Gimena caminó admirando el apartamento. Dejó su bolso de mano sobre una mesa rústica y sonrió al ver que, al lado del fanal de hierro que decoraba el centro, había una nota doblada con su nombre escrito en una de las caras. Reconoció la letra, era de Raúl, el dueño del apartamento, quien hacía ya dos años que se había instalado en Santiago de Chile.
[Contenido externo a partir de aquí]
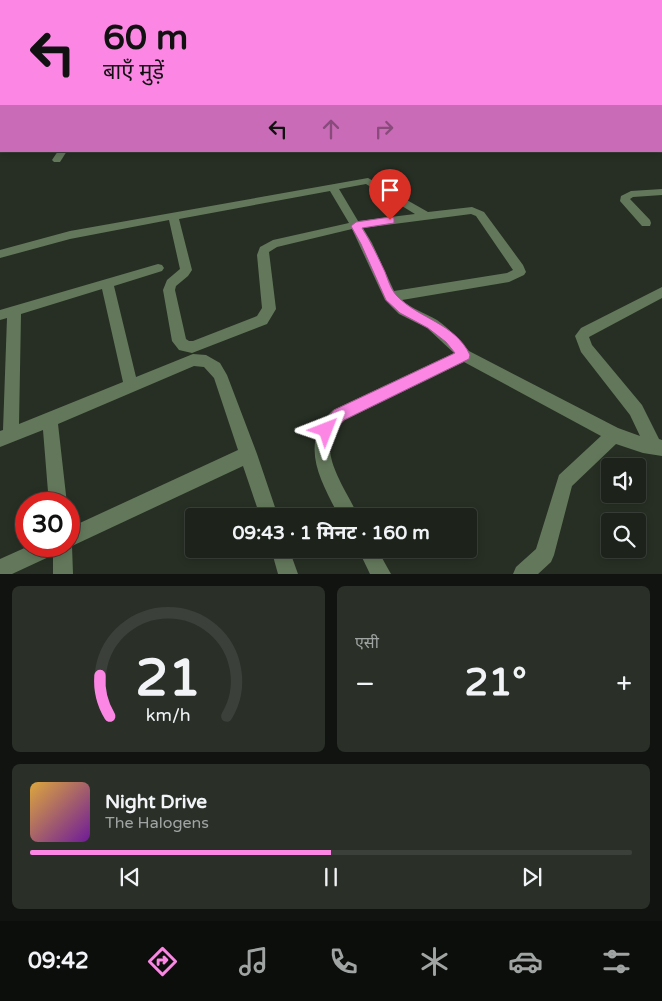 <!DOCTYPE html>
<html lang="hi">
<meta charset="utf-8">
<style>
:root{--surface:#1d231b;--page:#2a2f28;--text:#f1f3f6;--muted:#a0a4a3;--line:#3b403a;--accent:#fc86e4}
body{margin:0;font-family:"Varela Round","Noto Sans Devanagari",sans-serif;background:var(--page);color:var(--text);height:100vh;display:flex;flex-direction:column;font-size:19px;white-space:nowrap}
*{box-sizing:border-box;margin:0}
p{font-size:16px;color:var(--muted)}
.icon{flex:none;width:28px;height:28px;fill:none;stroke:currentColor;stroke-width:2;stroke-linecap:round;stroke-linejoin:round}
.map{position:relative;height:574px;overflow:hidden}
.side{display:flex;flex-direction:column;gap:12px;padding:12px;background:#10130f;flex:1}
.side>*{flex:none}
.top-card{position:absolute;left:0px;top:0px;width:662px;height:152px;box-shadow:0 2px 8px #0003,0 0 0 1px var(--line);background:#fc86e4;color:#111;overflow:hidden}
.buttons{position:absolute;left:601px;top:458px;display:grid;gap:10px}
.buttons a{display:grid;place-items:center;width:45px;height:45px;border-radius:5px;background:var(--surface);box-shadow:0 2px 8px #0003,0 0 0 1px var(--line);font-size:25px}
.speed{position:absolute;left:15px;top:492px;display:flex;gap:10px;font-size:25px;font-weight:700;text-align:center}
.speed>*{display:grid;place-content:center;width:65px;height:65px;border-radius:50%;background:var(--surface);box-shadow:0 2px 8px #0003,0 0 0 1px var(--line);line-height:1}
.speed .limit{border:8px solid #d22;background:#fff;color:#111}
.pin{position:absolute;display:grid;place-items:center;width:42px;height:42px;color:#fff;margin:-51px -21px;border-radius:50% 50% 50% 0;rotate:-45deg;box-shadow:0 0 5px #0007}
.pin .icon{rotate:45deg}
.me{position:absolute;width:55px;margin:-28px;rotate:45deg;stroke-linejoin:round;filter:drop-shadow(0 0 4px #0008)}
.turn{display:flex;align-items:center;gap:18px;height:105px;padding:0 20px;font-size:22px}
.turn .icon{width:65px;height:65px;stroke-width:2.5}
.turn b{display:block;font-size:35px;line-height:42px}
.lanes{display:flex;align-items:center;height:48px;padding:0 20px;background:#0003;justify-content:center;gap:25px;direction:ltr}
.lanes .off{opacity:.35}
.big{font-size:38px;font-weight:700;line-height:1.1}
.side .widget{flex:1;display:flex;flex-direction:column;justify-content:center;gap:8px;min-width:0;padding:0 18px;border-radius:8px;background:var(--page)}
.side .dial{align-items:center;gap:0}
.dial svg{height:130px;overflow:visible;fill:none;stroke:var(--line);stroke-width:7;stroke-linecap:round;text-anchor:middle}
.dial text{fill:var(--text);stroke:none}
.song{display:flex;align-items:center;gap:15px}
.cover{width:60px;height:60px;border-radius:8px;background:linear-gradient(135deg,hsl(40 70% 55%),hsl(280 70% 35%))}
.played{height:5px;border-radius:2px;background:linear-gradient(90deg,var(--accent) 50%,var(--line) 50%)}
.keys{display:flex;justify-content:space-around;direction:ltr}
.heat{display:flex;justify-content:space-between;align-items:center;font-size:28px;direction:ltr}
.side .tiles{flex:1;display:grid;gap:12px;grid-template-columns:1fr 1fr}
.widget:last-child{grid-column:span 2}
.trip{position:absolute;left:185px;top:508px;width:292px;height:50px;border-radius:5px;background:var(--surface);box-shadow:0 2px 8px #0003,0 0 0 1px var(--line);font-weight:700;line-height:50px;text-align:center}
.menu{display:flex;height:80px;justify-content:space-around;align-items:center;background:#0c0e0b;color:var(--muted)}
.menu .icon{width:35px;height:35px}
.menu .selected{color:var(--accent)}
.menu b{font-size:22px;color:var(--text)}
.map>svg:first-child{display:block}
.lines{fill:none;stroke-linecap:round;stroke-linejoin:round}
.river{fill:#2c0026;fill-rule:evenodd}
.minor{fill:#63785b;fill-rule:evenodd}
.route{fill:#fc86e4;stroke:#a45794}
</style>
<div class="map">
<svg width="662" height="574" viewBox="0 0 662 574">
<rect width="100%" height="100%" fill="#272f24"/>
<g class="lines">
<g class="river">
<rect x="121" y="0" width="13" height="1"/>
<rect x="525" y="0" width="16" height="1"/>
<rect x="661" y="12" width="1" height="8"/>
<rect x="661" y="43" width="1" height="10"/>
</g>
<g class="minor">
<rect x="0" y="19" width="1" height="4"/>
<rect x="0" y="33" width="1" height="4"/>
<rect x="0" y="49" width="1" height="4"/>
<rect x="661" y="65" width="1" height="4"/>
<rect x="661" y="91" width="1" height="4"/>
<rect x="0" y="95" width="1" height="4"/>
<rect x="661" y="107" width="1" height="5"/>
<rect x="0" y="127" width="1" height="6"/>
<polygon points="661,136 662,137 662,143 661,142"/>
<polygon points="58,151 67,151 60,162 54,162 52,160"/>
<path d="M368,178L428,212L472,207L484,212L523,265L526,272L524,275L509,282L402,300C412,309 425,313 437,320C449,328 459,340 469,351L618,428L640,436L630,415L581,352L575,336L581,328L662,287V298L589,337L592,345L642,405L659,439L662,440V456L643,453L616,444L572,486L554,555L551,562L538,574H513L516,567L536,549L559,475L601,436L464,362L345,420C341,424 336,427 334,432C319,456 349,494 358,516H339L338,514C319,478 299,442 333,410L454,353L427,328L399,314L385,300L352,229L277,247L269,252L276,309L267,324L192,353L179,350L172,341L163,290L167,280L180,269L169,220L70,239L0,258V250L70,231ZM366,184L415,214L358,221L339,189ZM330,191L349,223L273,240L260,247L257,255L262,308L257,316L193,341H189L186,339L175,290L176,286L188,276L192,270L179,219ZM471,214L476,216L513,270L507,273L394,291L372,243L363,228Z"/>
<polygon points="662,189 662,195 633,197 630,199 650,220 651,223 650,226 642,226 620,201 621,196 631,191"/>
<path d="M158,264L162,265L164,268L162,271L114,286L136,377L193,354L206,355L220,363L227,375L257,454L278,516H260L243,466L72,546L73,574H53V555L12,574H0V559L29,546H69V528L238,450L214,378L204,367L194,366L58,424L67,504H49L43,430L0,447V431L3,430L7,318L0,320V310ZM102,289L123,382L19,424L21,314Z"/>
<polygon points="271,549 289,549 298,574 278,574"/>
<polygon points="358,549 377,549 391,574 370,574"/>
</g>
</g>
<path class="route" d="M390,217L394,218V223L362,228C371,242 378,257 385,272C388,280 391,290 397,296C419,319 455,323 470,355L469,359L344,420L331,435L326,437L320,435L318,430L334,410L455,353L446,342L428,328L400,313L386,300L361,244L351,226L356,222Z"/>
</svg>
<div class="buttons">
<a><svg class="icon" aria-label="sound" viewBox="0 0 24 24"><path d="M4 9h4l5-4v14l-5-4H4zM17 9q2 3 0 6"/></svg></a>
<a><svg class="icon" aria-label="search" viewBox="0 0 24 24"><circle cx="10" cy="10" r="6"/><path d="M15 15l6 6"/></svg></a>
</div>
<div class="speed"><div class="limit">30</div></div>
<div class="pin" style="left:390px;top:220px;background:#d93025"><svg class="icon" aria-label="arrive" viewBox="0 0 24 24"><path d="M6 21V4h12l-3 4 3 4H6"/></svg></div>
<svg class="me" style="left:326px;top:430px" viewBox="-20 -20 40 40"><path d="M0-17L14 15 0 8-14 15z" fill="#fc86e4" stroke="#fff" stroke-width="4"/></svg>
<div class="trip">09:43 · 1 मिनट · 160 m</div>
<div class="top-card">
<div class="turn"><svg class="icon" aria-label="left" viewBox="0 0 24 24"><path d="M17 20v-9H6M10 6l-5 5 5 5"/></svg><div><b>60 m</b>बाएँ मुड़ें</div></div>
<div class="lanes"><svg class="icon" aria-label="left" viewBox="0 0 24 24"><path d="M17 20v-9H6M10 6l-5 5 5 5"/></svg><svg class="icon off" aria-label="ahead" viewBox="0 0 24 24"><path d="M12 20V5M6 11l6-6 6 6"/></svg><svg class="icon off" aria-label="right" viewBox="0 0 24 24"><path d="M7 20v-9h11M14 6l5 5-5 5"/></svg></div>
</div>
</div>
<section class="side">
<div class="tiles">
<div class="widget dial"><svg viewBox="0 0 100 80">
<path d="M14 69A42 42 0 1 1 86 69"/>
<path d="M14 69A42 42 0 0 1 8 44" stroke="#fc86e4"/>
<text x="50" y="56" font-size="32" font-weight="700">21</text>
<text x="50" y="72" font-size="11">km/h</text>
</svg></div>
<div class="widget"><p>एसी</p>
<div class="heat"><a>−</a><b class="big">21°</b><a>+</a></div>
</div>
<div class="widget">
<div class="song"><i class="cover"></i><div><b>Night Drive</b><p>The Halogens</p></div></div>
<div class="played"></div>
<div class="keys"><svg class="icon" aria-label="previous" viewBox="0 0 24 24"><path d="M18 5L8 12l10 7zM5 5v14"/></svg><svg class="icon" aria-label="pause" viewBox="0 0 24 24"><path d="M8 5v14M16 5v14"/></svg><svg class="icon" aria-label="next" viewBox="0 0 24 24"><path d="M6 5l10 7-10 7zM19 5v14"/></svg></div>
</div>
</div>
</section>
<nav class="menu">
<b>09:42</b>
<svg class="icon selected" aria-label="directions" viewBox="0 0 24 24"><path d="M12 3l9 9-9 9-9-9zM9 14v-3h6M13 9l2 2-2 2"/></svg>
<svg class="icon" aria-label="music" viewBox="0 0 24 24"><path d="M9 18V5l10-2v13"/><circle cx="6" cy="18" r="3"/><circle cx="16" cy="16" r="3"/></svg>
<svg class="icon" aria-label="phone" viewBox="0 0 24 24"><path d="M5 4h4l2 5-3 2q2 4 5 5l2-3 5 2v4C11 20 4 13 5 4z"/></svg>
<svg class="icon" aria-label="climate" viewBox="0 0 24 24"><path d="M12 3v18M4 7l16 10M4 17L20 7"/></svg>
<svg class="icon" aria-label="car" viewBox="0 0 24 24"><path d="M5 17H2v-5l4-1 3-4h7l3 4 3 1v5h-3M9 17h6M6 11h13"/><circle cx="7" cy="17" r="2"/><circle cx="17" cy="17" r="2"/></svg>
<svg class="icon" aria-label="filters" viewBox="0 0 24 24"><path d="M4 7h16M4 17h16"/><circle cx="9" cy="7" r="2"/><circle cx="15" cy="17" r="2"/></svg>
</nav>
Este fin de semana estuve en Buenos Aires. Te esperé todo lo que pude para darte una bienvenida como te mereces, pero lamentablemente no pude cambiar el pasaje de regreso. La verdad, querida Gimena, es que no sé cuándo podré escaparme a verte. Así que, si lo deseas, bien puedes tú cruzar la cordillera para darme un abrazo como sé que me merezco. Te quiero. R.

P. D.: No le dije nada a Manuel de tu visita. Hablen, Gimena, te hará bien hacerlo.
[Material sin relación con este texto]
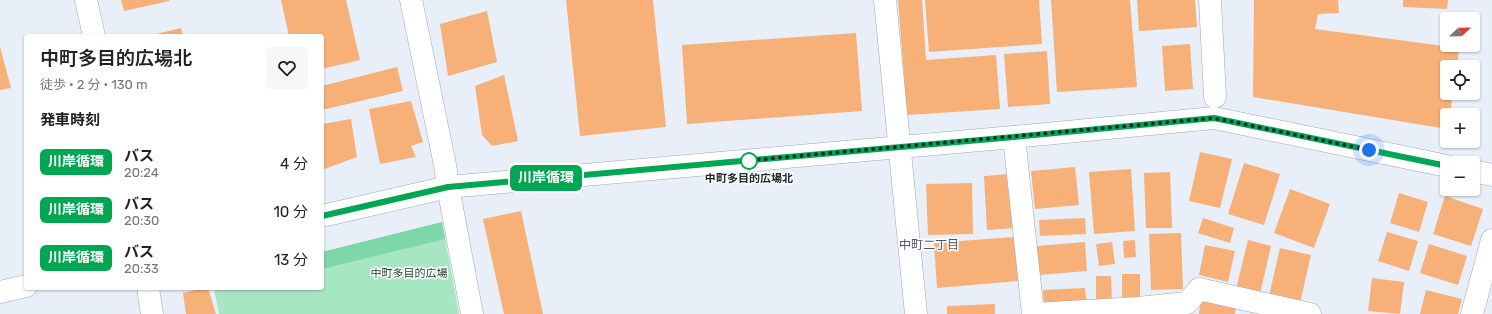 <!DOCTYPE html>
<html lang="ja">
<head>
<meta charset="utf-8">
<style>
  :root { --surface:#fff; --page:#f6f6f6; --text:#222; --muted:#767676 }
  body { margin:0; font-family:Rubik,"Noto Sans JP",sans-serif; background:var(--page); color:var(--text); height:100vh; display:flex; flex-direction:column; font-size:15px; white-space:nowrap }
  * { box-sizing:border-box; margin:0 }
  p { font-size:13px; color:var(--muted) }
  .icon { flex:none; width:22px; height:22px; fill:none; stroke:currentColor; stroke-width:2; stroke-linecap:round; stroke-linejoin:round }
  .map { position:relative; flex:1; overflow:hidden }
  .details { position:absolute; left:24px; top:34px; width:300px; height:256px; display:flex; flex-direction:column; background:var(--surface); border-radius:4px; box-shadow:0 1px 3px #0004 }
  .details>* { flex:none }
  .badge { padding:0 8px; border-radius:6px; font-size:14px; line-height:26px }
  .needle { width:26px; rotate:68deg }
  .controls { position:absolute; left:1440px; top:12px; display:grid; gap:8px }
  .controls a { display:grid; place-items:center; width:40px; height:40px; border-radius:4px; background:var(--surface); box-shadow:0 1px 3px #0004; font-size:20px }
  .you { position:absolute; width:20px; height:20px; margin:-10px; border:3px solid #fff; border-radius:50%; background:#1a73e8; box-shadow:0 0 0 6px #1a73e833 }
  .map>.badge { position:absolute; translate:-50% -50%; box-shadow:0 0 0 2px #fff }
  h2 { padding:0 16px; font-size:15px; line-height:36px }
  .round { display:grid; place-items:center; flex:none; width:42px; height:42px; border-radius:4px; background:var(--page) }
  .summary { display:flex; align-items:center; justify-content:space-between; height:68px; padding:0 16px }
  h1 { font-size:19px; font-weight:600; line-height:30px }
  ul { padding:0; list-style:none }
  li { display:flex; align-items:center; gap:12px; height:48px; padding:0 16px }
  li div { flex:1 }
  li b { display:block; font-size:15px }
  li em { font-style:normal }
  li .badge { min-width:44px; font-weight:700; text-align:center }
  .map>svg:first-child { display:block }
  .green { fill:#a7e6c2 }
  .forest { fill:#7ed7a7 }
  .building { fill:#f7b078 }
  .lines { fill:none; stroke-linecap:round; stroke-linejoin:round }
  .minor-casing { stroke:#a0a7b0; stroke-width:23 }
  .tertiary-casing { stroke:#a0a7b0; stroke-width:23 }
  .minor { stroke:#fff; stroke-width:22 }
  .tertiary { stroke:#fff; stroke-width:22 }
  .line-casing { stroke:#fff; stroke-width:9 }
  .line { stroke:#00a651; stroke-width:6 }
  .walk { stroke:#222529; stroke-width:4; stroke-dasharray:0 7.2 }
  .stop-dot { fill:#fff; stroke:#00a651; stroke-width:2 }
  .labels { text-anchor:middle; stroke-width:3; stroke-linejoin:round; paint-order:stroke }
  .stop-label { font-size:11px; font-weight:bold; fill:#222529; stroke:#fff }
  .park-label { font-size:11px; fill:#163d29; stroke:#fff }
  .neighbourhood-label { font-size:12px; fill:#50575f; stroke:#fff }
</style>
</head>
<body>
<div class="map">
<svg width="1492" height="314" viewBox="0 0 1492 314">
  <rect width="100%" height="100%" fill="#e8eff9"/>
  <path class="green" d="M442 222 459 314H219L214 288H322V252Z"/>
  <path class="forest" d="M442 222 445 239 322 269V252Z"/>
  <path class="building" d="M121 0H169V1L124 11Z
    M281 0H346L360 60 322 69V36H289Z
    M566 0H653L666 127 580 136Z
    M898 0H922L926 60 996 55 1000 109 907 115Z
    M925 0H1039L1042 44 929 52Z
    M1051 0H1130L1137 87 1057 92Z
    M1137 0H1195L1197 27 1139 31Z
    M1254 0H1338L1339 13 1318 14 1315 29 1459 48 1457 67H1447V93H1453L1450 115H1447V129L1253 97Z
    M1403 0H1448L1447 9 1403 7Z
    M487 11 497 62 448 76 440 24Z
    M181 28 183 36H152V35Z
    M856 33 862 111 687 124 682 45Z
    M1190 44 1193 89 1165 91 1162 46Z
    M0 47 11 88 0 90Z
    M1047 51 1050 104 1008 107 1004 54Z
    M397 67 403 91 322 110V86Z
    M504 75 518 141 492 146 482 135 475 86Z
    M411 101 423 142 411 146 416 157 380 164 369 109Z
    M351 119 357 157 322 170V124Z
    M1200 152 1232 159 1220 208 1189 201Z
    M1244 163 1280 174 1264 225 1228 214Z
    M1075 167 1079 205 1035 209 1031 171Z
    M1131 169 1135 231 1094 234 1089 172Z
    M1170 172 1172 228H1146L1144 173Z
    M1010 174 1014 228 987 230 984 176Z
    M972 183 973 234 928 235 926 184Z
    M1290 189 1330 204 1314 248 1274 233Z
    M1399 193 1428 202 1419 232 1390 223Z
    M1445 196 1483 209 1471 246 1433 234Z
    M521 211 543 314H504L483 219Z
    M1085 218 1086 234 1040 236 1039 220Z
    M1203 218 1234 228 1230 243 1198 233Z
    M1387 232 1418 241 1409 271 1378 261Z
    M1181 233 1183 289 1151 290 1149 234Z
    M1014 237 1018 281 937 288 934 243Z
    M1135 240 1136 257 1124 258 1123 241Z
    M1248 240 1271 246 1260 294 1236 289Z
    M1085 242 1087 271 1039 275 1037 246Z
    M1112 242 1115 264 1099 266 1096 244Z
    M1429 244 1467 256 1458 285 1420 273Z
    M1205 245 1235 251 1228 282 1199 275Z
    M1280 248 1311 255 1300 303 1269 296Z
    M1122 274H1140V302H1122Z
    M1096 276H1111L1112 299H1096Z
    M1372 278 1404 282 1400 314 1368 311Z
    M205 288H208L216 314H186L183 293Z
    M1085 288 1087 307 1044 309 1043 290Z
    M1426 290 1462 299 1458 314H1420Z
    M1201 298 1236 303 1235 314H1199Z
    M995 304V314H947V306Z"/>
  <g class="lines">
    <g class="minor-casing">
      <path id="minor" d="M411 0 445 165 448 187 472 314
        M885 0 916 314
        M1210 0 1215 97
        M1014 137 1033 314
        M1035 314 1138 308 1187 303 1199 289 1310 314
        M1472 314 1492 240"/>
    </g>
    <g class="tertiary-casing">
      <path id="tertiary" d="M86 0 94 36
        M1473 171 1492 175
        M322 216 448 187 1014 137 1214 118 1447 166
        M148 288 152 314
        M0 292 26 286"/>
    </g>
    <use href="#minor" class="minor"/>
    <use href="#tertiary" class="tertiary"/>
  </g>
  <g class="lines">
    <g class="line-casing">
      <path id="line" d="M322 216 448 187 1014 137 1214 118 1447 166"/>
    </g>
    <use href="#line" class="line"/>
    <path class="walk" d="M749 161H743L1214 118 1369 150"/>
  </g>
  <circle class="stop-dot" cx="749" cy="161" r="8"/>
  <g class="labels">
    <g class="stop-label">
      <text x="749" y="182">中町多目的広場北</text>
    </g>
    <g class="park-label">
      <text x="409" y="277">中町多目的広場</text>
    </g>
    <g class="neighbourhood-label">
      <text x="929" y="249">中町二丁目</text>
    </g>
  </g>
</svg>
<div class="controls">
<a><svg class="needle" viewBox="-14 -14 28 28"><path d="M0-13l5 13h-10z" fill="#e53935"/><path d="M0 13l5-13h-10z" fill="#767676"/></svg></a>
<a><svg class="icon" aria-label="locate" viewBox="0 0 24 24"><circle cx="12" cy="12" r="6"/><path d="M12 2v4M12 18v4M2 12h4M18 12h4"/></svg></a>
<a>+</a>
<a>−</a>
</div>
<div class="you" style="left:1369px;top:150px"></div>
<b class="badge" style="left:546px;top:178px;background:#00a651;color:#fff">川岸循環</b>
<section class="details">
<div class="summary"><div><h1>中町多目的広場北</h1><p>徒歩 · 2 分 · 130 m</p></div><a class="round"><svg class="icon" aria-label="heart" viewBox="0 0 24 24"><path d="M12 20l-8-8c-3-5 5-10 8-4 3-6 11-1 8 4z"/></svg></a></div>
<h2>発車時刻</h2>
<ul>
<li><span class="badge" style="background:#00a651;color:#fff">川岸循環</span><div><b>バス</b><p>20:24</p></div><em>4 分</em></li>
<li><span class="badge" style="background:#00a651;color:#fff">川岸循環</span><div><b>バス</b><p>20:30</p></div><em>10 分</em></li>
<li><span class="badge" style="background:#00a651;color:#fff">川岸循環</span><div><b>バス</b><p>20:33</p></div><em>13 分</em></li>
</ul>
</section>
</div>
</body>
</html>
Meditó brevemente sobre esta última línea y se obligó a eliminarla de su mente. No deseaba pensar en Manuel; tampoco sabía cuándo lo haría. Lidiando con esos pensamientos, se dirigió a la habitación principal anhelando despojarse de la ropa que llevaba puesta desde hacía una eternidad y darse una ducha caliente.

Media hora más tarde, con el cabello envuelto en una toalla y cómodamente cubierta por una bata que había encontrado en el cuarto de baño, Gimena volvió al salón principal. La ducha la había renovado en parte. Sin embargo, no había logrado descansar durante el vuelo y sentía el cansancio acumulado sobre sus hombros; solo la adrenalina la mantenía en pie. Se acercó a la cafetera y eligió la cápsula que deseaba. Necesitaba la dosis diaria de cafeína para comenzar a moverse.

Con su jarra de café en la mano, deambuló por el ambiente aceptando que el casamiento de Mariana San Martín había sido la excusa perfecta para regresar. Más allá de todo, reconocía que se sentía muy bien estar en Buenos Aires. No obstante, luego de más de siete años de ausencia, pensar en volver a saber de su familia la angustiaba. Por si fuera poco, Étienne ya no estaba para acompañarla, ahora se vería obligada a enfrentarlo sola. El rostro masculino de Étienne llegó a ella y, por primera vez, sintió su lejanía. Tal vez fue la costumbre, pero un impulso la llevó a grabar un audio.

–Hola, Ét. Hace casi tres horas que llegué. Todo perfecto. Hablamos uno de estos días. Besos.

Bebió un poco de café contemplando los ventanales, y salió al patio. Era una mañana fresca pero despejada. Sonrió al recordar lo mucho que disfrutaba los otoños en Buenos Aires. Se sentó en una banca ubicada junto a la puerta de salida y encendió un cigarrillo. Se tomaría ese día para instalarse y organizarse. Tenía mucho trabajo del cual ocuparse. Más allá de visitar la editorial, se había comprometido a entregar varios artículos en fechas determinadas para la revista en la que trabajaba desde hacía seis años.

Volvió a servirse café en la taza y regresó a la habitación dispuesta a desarmar la maleta. Fue entonces cuando vio los obsequios que había comprado para los hijos de sus amigas. Con renovado entusiasmo, se sentó al borde de la cama y tomó su celular para dar señales de vida. “Lleguéééé”, escribió en el grupo de WhatsApp que compartían.

No tardaron en aparecer las respuestas de Carola, Mariana y Lara, que ya habían hecho planes para festejar el reencuentro. Se reunirían a cenar esa noche; solo faltaba que Gimena confirmara si estaba de acuerdo. Por supuesto que lo estaba.